Como diz o vate itabirano, o mito acaba por criar a realidade concreta, resultando na mescla do secular, digo melhor, do manifestamente comercial com o religioso, condensando assim, na estampa vetusta de um bondoso velhinho, quer a propensão a se conceder presentes dispendiosos às classes privilegiadas, quer a de se intervir para a recolha de donativos àqueles em situação de carência, em linha com os princípios da caridade cristã.

 

J.A.R. – H.C.

 

Carlos Drummond de Andrade

(1902-1987)

 

A Um Senhor de Barbas Brancas

 

Inscreves-te no concurso em Brasília e és aprovado

(línguas, noções de turismo, comunicabilidade),

chegas de locomotiva à festa dos portuários,

desces de helicóptero na Colônia Juliano Moreira,

passeias equipado de robô na rua da Alfândega,

vais de jato a Lisboa cumprimentar o cardeal Cerejeira,

fundas a Fundação que perpetuará teu nome,

e dizem, Papai Noel, que não existes?

 

Garotos podem apertar-te a mão na rua do Ouvidor.

Sessent’anos marcados pela vida

e pelo dente do salário mínimo.

És gordo. Estás suado. Tens cecê.

Também, com este calor de patropi,

queriam que recendesses a lavanda?

 

És mito, estás por fora do contexto?

O mito,

cada vez mais concreto em toda parte,

motiva os homens, cria o novo real.

A floresta de mitos desenrola

verdinegra folhagem sobre a Terra.

Por eles, vida e morte se defrontam

no combate de imagens.

Outro Natal, nos ossos velhos do Natal,

impõe seu rito, a força de seu mito.

 

Dás (vendes) geladeiras que teu gelo

vai vestindo de neve e crediário.

Vendes

o relógio, a peruca, o blended scotch, (1)

o biquíni, o recheio do biquíni,

vendes rena e trenó (carro hidramático),

a ideia de Natal & outras ideias.

Ladino corretor,

vendes a ideia prístina de amor.

 

Só não creem em ti os visionários,

que agrides com teu estar perto e pegável.
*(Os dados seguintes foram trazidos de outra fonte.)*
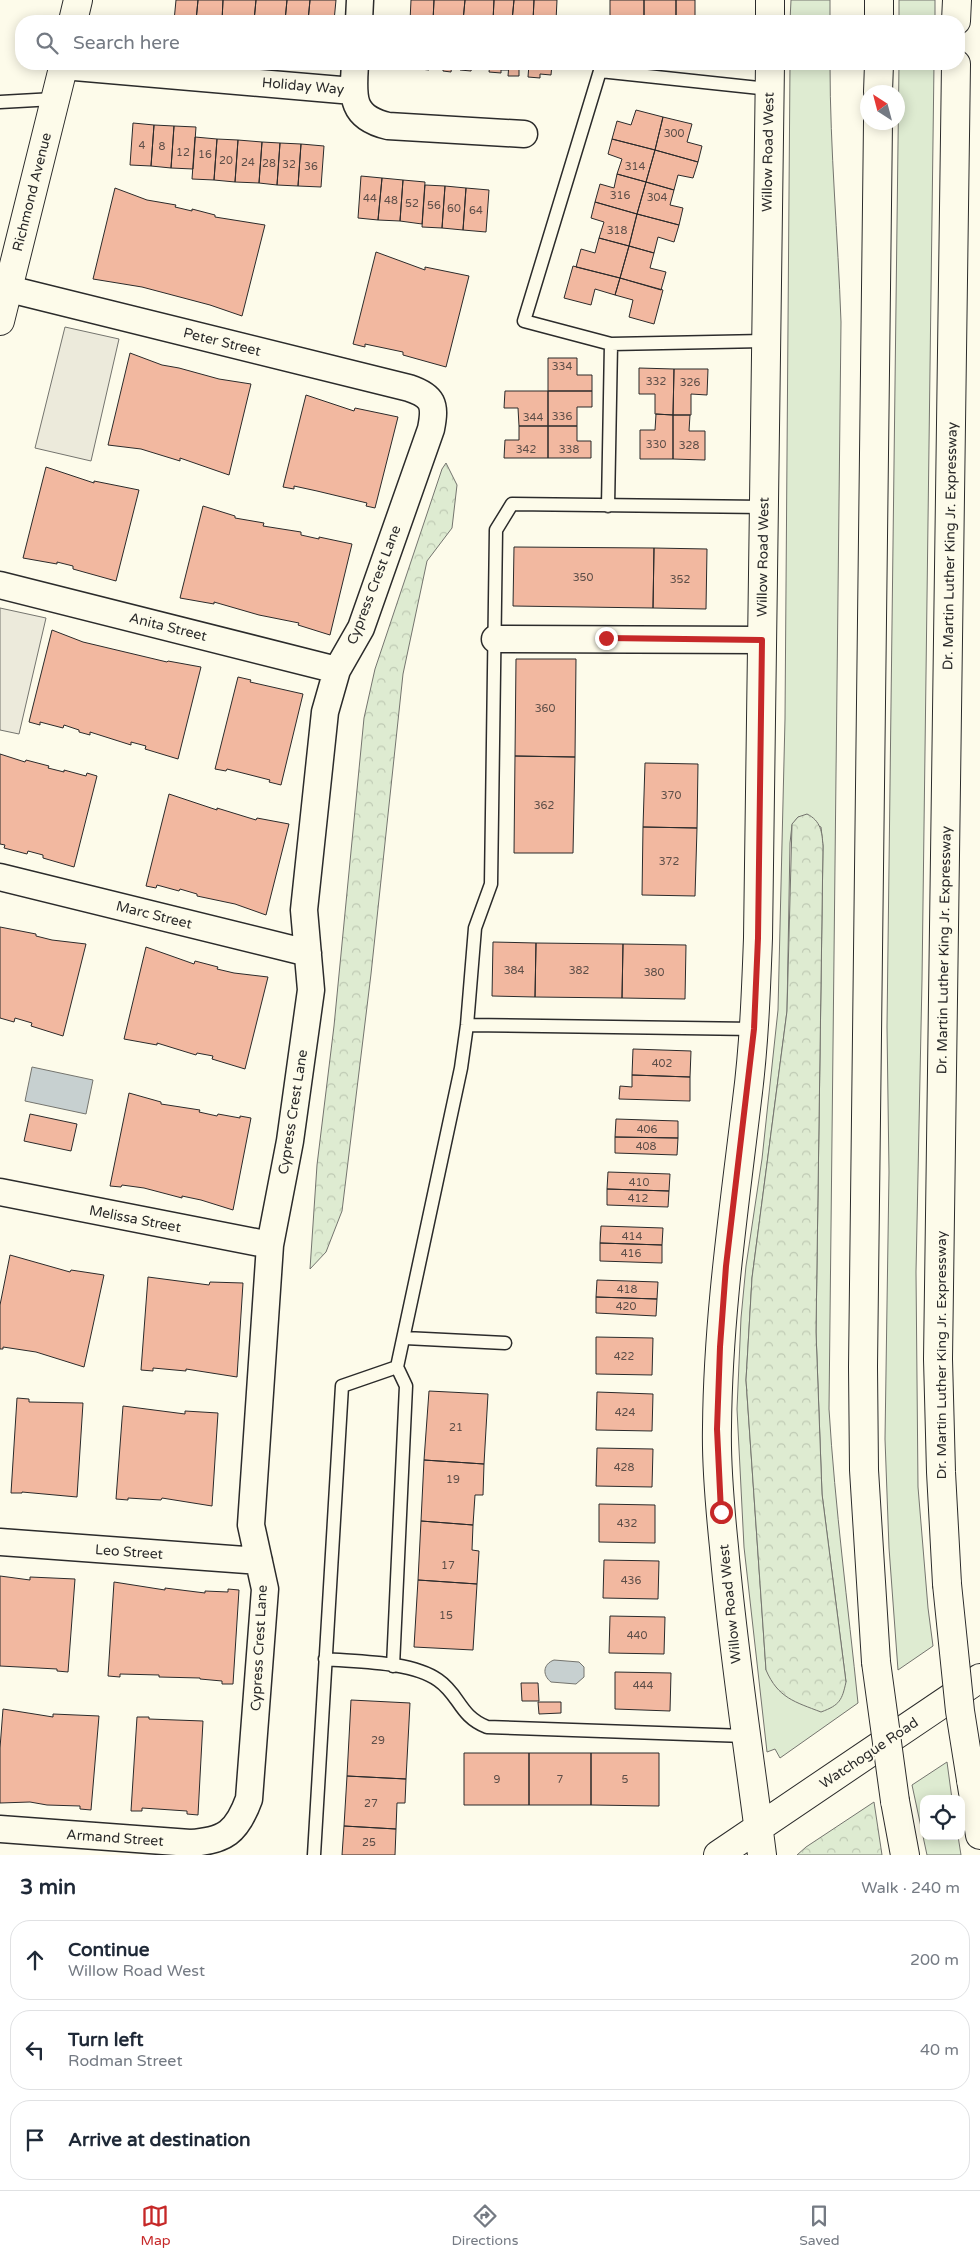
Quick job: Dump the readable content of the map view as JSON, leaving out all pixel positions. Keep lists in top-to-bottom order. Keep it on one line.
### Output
{"streets":{"main road":["Willow Road West","Richmond Avenue","Dr. Martin Luther King Jr. Expressway","Watchogue Road"],"street":["Holiday Way","Peter Street","Cypress Crest Lane","Anita Street","Marc Street","Melissa Street","Leo Street","Armand Street"]},"crossings":[["Willow Road West","Watchogue Road"],["Richmond Avenue","Peter Street"],["Peter Street","Cypress Crest Lane"],["Cypress Crest Lane","Anita Street"],["Cypress Crest Lane","Marc Street"],["Cypress Crest Lane","Melissa Street"],["Cypress Crest Lane","Leo Street"],["Cypress Crest Lane","Armand Street"]],"house_numbers":["300","4","8","12","16","20","24","28","32","36","314","316","304","44","48","52","56","60","64","318","334","332","326","336","344","330","328","342","338","350","352","360","370","362","372","384","382","380","402","406","408","410","412","414","416","418","420","422","424","21","428","19","432","17","436","15","440","444","29","9","7","5","27","25"],"north":"top left","page":{"search":"Search here","heading":["3 min","Walk · 240 m"],"list":[["Continue","Willow Road West","200 m"],["Turn left","Rodman Street","40 m"],"Arrive at destination"],"nav":["Map","Directions","Saved"]}}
Sonhavam-te incorpóreo: bruma de alma,

dar sem mãos, no ar aberto em vilancicos:

tudo que o aposentado do Correio

ou da Central ou da Sursan (2)

ao preço de um biscate de dezembro

ou mesmo o concursado poliglota

não pode ser

nem parecer

nem dar.

 

Se Eliot despreza

the social, the torpid, the patently commercial

attitude towards Christmas, que importa? (3)
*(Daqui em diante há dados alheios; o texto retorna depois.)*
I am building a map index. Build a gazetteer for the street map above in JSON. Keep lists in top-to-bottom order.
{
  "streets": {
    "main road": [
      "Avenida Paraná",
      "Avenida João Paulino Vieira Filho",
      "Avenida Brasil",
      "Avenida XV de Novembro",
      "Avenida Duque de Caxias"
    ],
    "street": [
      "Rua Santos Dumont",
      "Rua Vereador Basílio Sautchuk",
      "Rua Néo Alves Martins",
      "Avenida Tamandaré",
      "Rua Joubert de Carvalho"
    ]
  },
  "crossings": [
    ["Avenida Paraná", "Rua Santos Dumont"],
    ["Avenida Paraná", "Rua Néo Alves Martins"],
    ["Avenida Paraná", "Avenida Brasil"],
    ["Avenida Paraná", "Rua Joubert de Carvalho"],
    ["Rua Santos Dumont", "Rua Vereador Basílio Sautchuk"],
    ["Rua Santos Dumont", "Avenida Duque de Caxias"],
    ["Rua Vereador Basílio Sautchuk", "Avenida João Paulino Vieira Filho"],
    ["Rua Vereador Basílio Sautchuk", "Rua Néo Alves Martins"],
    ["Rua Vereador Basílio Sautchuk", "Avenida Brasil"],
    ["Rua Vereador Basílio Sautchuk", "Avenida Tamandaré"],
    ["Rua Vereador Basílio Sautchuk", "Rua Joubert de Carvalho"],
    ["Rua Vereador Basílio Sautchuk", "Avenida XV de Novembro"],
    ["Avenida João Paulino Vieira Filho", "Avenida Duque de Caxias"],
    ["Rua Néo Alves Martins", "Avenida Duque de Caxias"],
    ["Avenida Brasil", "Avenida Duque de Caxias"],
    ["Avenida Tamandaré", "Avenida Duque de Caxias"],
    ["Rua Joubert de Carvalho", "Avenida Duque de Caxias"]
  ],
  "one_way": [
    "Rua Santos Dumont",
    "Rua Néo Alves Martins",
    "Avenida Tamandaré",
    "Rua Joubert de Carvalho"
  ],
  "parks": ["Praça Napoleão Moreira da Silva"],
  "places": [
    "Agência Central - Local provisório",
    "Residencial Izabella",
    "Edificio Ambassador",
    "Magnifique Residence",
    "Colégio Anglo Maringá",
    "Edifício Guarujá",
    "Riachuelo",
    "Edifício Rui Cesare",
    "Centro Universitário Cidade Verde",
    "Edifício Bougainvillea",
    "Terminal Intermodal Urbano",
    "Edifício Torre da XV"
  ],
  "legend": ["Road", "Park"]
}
Não és criador; és o criado,

que na bandeja trazes o mistério

trocado em coisas. Uma ternura antiga,

um carinho mais velho do que Cristo

reparte os bens a Cristo recusados.

Se não reparte justo,

se nega, esconde, furta

o anel à namorada que o pedia,

se estende a muitos um pudim de pedra

& sangue, sob a glace,

que culpa tens do feixe de pecados,

em prendas nos teus ombros convertido?

 

Père Noël, Father Christmas, Papai (4)

adocicadamente brasileiro,

velhacamente avô de dez milhões de netos

alheios e informados,

tão afeito à mentira que mentimos

o ano inteiro e em dobro no Natal,

não te cansas, velhinho,

de jogar nosso jogo, de vender-nos

uma xerox da infância com borrões?

Não te enfada

ser mensageiro da mensagem torta

com método apagada

tão logo transmitida?

 

Sob o veludo amarfanhado

de teu uniforme de serviço,

na rosa rubra de dezembro,

junto ao berço de palha de um menino,

percebo a tristeza do mito

que aos homens se aliou para iludir

nossa fome de Deus na hora divina.

 

25/12/1969

 

Entrega especial do Papai Noel

(Thomas Kinkade: pintor norte-americano)

 

Notas:

 

(1). Blended Scotch: famosa marca de uísque mesclado escocês;

 

(2). Drummond menciona três entidades que operavam à época em que redigiu o poema, na cidade do Rio de Janeiro: a Central do Brasil, os Correios e a Sursan – Superintendência de Urbanização e Saneamento, então responsável pela execução de obras públicas na capital carioca;

 

(3). Excerto extraído ao poema “The Cultivation of Christmas Trees” (“O Cultivo das Árvores de Natal”), de 1954, de autoria do poeta anglo-americano T. S. Eliot (1888-1965): “Há várias atitudes em relação ao Natal, algumas das quais podemos desprezar: a social, a tórpida, a manifestamente comercial, a barulhenta (os pubs ficam abertos até meia-noite) e a infantil (...)”;

 

(4). Expressões para “Papai Noel”, respectivamente, em francês e em inglês.

 

Referência:

 

ANDRADE, Carlos Drummond. A um senhor de barbas brancas. In: __________. Versiprosa: crônica da vida cotidiana e de algumas miragens. Posfácio de Leandro Sarmatz. 1. ed. São Paulo, SP: Companhia das Letras, 2017. p. 259-261.